Officials from the finance ministry and the central bank have started discussions on the new circular

rbi, reserve bank of india
Arup Roychoudhury New Delhi
3 min read Last Updated : Apr 06 2019 | 3:04 AM IST
The Reserve Bank of India (RBI) is likely to seek the approval of the Election Commission (EC) before releasing its new set of guidelines to banks, which will replace its February 12 circular that was quashed by the Supreme Court earlier this week. The new circular is expected to be out in the coming week.
 
“While the matter of issuing a circular does not relate to publicity or elections in any way, the Election Commission does have a remit over any new announcement. As a matter of formality, the RBI will seek the EC’s permission before issuing the new circular,” said a top government official.
 
Officials from the finance ministry and the central bank have started discussions on the new circular. These discussions will also include Finance Minister Arun Jaitley and RBI Governor Shaktikanta Das talking to each other. As reported earlier, the government is planning to authorise the RBI to refer companies to the Insolvency and Bankruptcy Code (IBC) on a case-by-case basis.
 
The EC’s Model Code of Conduct, in force from March 10 till the end of the Lok Sabha elections, restricts announcement of new schemes/projects and also grant of new reliefs after the announcement of elections (see box).
 
As reported earlier, the Centre’s view is that the Supreme Court verdict does not curtail the government’s powers to give directions to the RBI to initiate recovery proceedings. The government will invoke Section 35AA of Banking Regulation Act to soften the Supreme Court verdict on the February 12 circular.
 
This will be well within the rules set under the Banking Regulation Act and would be hard to challenge in court. Section 35AA of the Banking Regulation Act gives power to the central government to authorise the Reserve Bank “for issuing directions to banking companies to initiate insolvency resolution process.”
 
The Supreme Court ruling by Justice Rohinton Fali Nariman and Justice Vineet Saran largely centred on the fact that the RBI should have sought authorisation from the government before sending companies to the bankruptcy code on a case-by-case basis, as laid down under Section 35AA.
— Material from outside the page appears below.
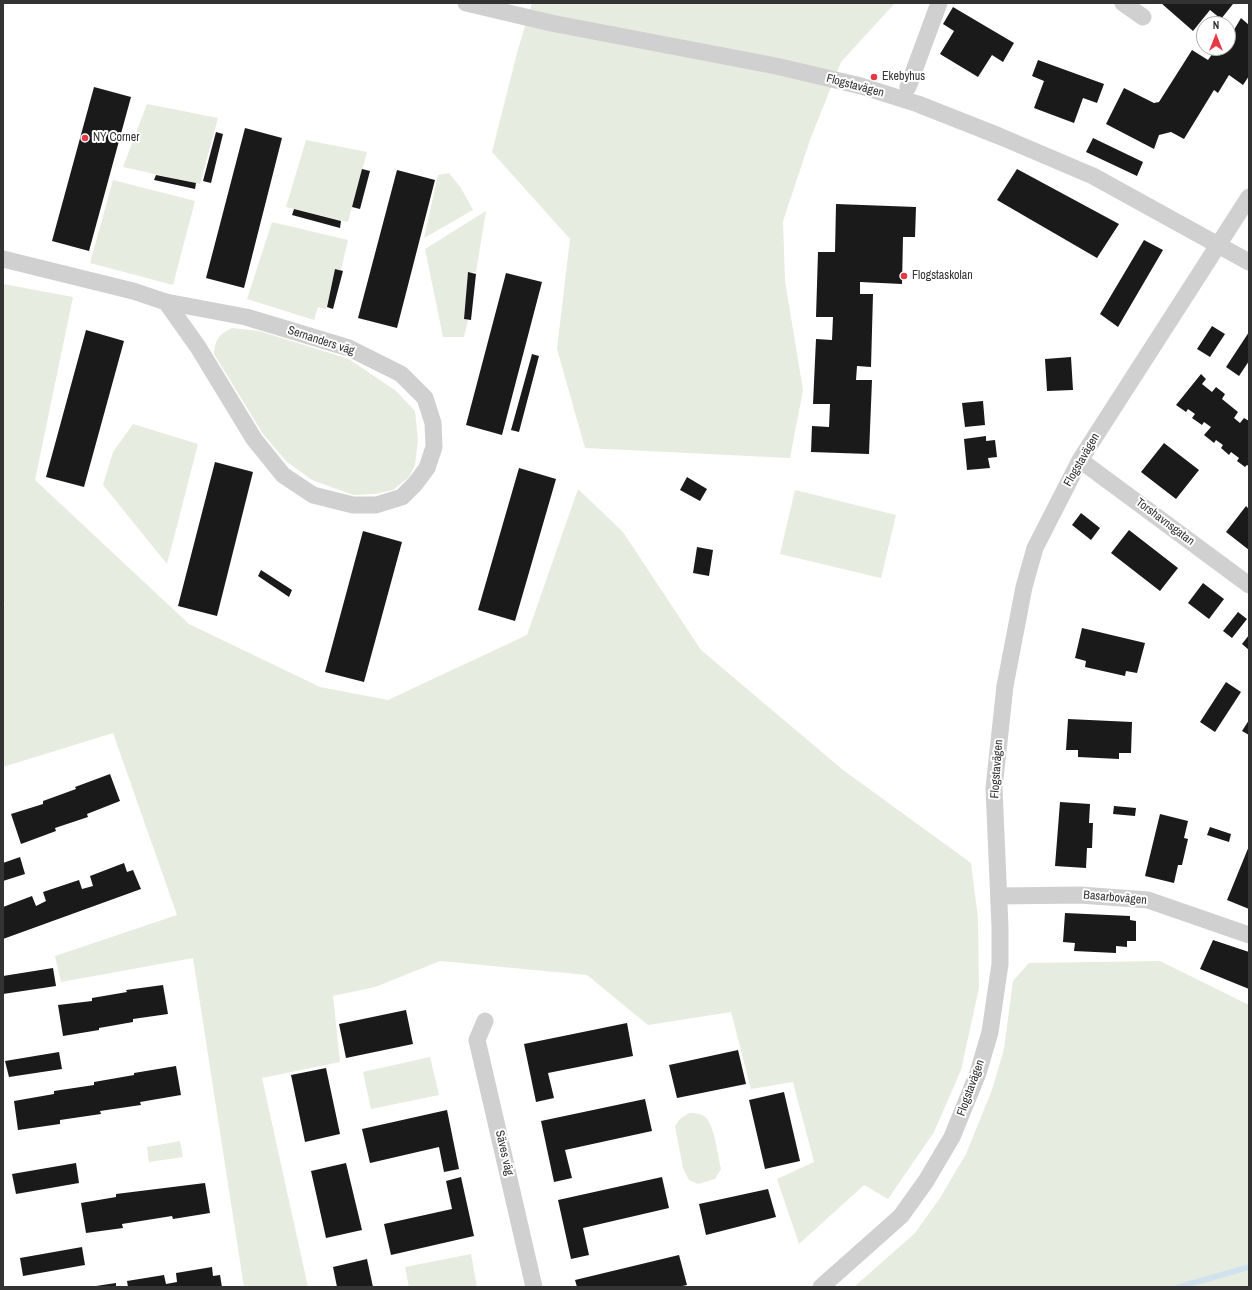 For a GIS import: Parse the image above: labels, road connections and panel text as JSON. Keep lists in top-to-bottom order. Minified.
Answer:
{"streets":{"street":["Flogstavägen","Sernanders väg","Torshavnsgatan","Basarbovägen","Säves väg"]},"crossings":[["Flogstavägen","Torshavnsgatan"],["Flogstavägen","Basarbovägen"]],"places":["Ekebyhus","NY Corner","Flogstaskolan"],"north":"top"}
However, a circular such as February 12 nets a whole bunch of companies that meet the cut-off set by the central bank, in this case Rs 2,000 crore of outstanding debt for each account. The RBI had said if the account servicing has been delayed even by a day, it would be in default and a resolution process has to be drawn by the banks and if need be, referred to the National Company Law Tribunal (NCLT) under the Insolvency and Bankruptcy Code (IBC).
 
The February 12 circular affected 157 accounts, each with outstanding debt of at least Rs 2,000 crore, and totalling Rs 12 trillion-plus.
 
Former NITI Aayog vice-chairman Arvind Panagariya said at an event in New Delhi on Friday that the RBI will bring in another circular which is consistent with law. “The SC ruling does not impact existing cases going into IBC. None of the powers is gone,” he said.
 
What the rule says
 
Given that the new RBI circular may guide banks on dealing with non-performing assets before the option of taking them to IBC, it be broadly come under a ‘relief’, an official said.
The only specific guideline that the MCC contains for the RBI is that the “Reserve Bank of India may continue to take decisions unhindered on monetary policy issues”. Officials expect that the EC will have no issues with the new guideline.